Amazon’s DynamoDB is a great technology: it’s easy to set up and provides all the benefits of an infinitely scalable distributed database without the operational overhead. Unfortunately, DynamoDB can also be very expensive for high volume, high throughput storage. This post will show how we were able to tweak our deduplication schema to drastically decrease our storage costs.
At Localytics we take in several billion datapoints each day. Each datapoint represents a user action taken within an application such as purchasing an item or levelling up in a game. Most of of our datapoints come from mobile devices which may lose connection before a request is acknowledged, leading to repeated sends and duplicate data. In practice, poor wireless connections are common and duplicates may account for up to 10% of our incoming traffic. This means we see hundreds of millions of duplicate datapoints each day.
In principle, deduping is simple. Each time we receive a datapoint, check its UUID against a store of previously seen UUIDs. If the UUID is present, ignore the datapoint; if the UUID hasn’t been seen, add the UUID to the store and process the datapoint. The question is: how can we make deduping in DynamoDB cost effective while processing billions of datapoints each day?

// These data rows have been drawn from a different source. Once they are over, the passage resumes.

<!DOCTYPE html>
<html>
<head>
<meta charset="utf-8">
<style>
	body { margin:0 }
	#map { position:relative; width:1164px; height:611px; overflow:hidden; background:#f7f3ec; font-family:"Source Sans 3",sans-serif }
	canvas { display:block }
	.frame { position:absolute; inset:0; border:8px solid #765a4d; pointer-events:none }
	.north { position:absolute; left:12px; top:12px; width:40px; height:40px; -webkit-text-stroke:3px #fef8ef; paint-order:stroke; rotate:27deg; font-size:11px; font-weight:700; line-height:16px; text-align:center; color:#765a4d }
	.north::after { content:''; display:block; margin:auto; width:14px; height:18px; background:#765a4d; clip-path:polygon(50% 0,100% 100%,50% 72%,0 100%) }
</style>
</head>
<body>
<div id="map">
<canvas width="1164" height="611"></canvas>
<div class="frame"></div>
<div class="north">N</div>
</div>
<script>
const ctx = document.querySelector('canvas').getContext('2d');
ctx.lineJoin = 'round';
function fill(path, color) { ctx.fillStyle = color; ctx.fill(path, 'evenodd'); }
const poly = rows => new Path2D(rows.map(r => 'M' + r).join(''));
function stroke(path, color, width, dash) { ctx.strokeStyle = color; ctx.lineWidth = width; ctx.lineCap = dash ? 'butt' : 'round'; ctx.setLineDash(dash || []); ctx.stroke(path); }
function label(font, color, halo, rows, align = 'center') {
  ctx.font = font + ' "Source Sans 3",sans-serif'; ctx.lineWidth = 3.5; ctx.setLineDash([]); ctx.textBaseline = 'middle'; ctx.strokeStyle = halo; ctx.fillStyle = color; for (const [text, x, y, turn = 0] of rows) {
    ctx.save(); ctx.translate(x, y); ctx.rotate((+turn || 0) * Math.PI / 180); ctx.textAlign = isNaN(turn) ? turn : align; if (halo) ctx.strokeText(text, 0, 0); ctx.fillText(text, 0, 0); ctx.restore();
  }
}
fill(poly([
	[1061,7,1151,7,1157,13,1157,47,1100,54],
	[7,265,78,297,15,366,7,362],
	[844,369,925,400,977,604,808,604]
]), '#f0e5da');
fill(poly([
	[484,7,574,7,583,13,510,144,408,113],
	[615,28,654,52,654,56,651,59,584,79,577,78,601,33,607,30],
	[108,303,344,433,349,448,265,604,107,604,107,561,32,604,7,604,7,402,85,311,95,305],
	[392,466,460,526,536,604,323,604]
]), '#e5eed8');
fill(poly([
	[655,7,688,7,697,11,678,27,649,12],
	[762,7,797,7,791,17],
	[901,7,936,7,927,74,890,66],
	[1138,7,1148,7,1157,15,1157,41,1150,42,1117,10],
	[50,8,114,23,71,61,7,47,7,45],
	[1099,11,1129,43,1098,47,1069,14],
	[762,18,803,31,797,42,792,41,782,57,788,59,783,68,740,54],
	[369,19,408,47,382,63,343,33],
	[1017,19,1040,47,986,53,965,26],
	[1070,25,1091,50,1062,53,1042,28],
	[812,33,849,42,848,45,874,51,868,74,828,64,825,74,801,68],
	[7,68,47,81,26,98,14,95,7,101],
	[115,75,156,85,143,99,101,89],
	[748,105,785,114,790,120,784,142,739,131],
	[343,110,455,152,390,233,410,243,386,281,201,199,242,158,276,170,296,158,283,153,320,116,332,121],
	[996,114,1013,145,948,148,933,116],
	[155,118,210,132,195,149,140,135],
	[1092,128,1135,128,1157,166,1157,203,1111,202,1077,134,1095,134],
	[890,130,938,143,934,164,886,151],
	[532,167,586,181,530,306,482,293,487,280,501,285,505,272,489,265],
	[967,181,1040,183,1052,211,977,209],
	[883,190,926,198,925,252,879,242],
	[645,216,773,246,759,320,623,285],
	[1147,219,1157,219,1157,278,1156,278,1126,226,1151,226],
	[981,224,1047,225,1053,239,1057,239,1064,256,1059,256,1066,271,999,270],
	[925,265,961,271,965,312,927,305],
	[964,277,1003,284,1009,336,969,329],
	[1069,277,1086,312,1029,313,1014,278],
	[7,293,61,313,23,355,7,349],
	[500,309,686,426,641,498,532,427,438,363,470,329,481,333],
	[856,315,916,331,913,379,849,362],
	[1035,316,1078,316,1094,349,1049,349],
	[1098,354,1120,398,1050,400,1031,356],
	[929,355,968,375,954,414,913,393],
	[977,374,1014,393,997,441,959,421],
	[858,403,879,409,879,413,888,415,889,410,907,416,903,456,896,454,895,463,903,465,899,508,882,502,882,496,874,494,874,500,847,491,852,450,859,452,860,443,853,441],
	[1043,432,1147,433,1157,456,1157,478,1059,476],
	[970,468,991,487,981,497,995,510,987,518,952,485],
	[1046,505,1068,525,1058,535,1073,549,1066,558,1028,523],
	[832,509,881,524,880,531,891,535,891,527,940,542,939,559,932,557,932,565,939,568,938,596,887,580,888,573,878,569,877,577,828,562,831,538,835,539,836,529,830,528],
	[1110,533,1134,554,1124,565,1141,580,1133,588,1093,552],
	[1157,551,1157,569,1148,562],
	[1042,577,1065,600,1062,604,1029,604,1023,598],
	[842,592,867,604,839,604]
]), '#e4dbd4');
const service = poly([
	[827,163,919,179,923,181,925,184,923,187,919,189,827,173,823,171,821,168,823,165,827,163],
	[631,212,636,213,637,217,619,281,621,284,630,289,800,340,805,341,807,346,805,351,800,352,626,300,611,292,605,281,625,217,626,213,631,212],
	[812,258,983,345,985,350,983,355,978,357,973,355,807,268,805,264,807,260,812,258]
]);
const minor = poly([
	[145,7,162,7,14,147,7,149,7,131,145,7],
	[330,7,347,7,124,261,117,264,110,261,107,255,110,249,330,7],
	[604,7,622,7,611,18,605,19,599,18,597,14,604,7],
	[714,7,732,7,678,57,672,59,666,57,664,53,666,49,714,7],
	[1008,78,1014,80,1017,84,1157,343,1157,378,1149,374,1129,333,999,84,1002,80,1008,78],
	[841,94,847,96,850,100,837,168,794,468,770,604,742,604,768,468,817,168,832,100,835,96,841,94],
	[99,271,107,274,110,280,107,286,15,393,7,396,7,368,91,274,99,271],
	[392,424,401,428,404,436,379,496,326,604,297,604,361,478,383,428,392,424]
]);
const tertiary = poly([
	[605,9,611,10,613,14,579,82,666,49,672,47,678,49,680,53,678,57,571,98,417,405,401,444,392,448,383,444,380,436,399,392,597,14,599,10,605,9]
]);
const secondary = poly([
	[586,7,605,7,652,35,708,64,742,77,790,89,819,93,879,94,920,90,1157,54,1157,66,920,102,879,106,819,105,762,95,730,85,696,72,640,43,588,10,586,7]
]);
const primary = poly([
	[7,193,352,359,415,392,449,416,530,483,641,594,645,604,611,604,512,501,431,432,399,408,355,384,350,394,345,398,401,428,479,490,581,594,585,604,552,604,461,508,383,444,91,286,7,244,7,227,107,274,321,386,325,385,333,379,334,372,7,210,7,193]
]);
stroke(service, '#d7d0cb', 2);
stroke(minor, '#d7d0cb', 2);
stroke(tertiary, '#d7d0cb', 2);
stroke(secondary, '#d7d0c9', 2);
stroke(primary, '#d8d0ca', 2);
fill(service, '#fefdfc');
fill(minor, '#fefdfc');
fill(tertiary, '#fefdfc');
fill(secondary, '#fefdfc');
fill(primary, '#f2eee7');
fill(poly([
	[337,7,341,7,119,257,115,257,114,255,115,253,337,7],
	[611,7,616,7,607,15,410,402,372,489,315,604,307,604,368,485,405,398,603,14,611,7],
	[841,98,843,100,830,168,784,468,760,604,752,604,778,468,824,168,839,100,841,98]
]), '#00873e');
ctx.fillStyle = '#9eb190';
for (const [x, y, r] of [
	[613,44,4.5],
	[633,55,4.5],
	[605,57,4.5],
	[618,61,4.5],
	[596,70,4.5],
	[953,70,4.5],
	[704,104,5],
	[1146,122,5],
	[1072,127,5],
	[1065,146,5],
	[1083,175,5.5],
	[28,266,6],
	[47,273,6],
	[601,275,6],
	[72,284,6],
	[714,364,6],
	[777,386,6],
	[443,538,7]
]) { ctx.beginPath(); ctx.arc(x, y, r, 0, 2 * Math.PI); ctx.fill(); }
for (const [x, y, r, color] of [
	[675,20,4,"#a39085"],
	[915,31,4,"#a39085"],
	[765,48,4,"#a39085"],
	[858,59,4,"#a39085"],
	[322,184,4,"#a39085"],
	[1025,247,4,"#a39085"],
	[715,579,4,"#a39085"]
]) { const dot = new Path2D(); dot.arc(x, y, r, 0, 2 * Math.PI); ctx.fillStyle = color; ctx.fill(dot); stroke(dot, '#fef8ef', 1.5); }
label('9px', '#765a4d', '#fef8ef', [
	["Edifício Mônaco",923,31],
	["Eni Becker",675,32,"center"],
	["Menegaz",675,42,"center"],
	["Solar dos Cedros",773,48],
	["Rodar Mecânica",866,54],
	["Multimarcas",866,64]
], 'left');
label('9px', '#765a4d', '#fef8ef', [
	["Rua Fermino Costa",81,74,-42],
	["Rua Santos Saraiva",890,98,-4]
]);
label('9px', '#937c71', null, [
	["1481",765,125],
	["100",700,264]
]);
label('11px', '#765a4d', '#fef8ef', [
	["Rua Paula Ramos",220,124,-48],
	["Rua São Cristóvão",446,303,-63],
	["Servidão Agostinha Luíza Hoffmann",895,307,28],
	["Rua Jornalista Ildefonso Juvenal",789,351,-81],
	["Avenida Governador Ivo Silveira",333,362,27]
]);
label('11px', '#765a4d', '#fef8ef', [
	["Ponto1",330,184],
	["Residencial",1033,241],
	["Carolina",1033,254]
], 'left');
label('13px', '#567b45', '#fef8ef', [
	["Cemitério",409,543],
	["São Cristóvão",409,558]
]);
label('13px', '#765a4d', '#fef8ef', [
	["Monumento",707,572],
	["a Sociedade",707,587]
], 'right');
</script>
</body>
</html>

If we take in 5 billion datapoints each day we’ll need to do at least that many daily reads and/or writes to the table. Additionally, we’ll need to store at least 150 billion UUIDs in the table to give us 30 days of dedupe history. Why do we need such a large dedupe window? If an app sends a failed upload while a user is closing it, the upload won’t be resent until the user reopens the app which could be days or weeks in the future.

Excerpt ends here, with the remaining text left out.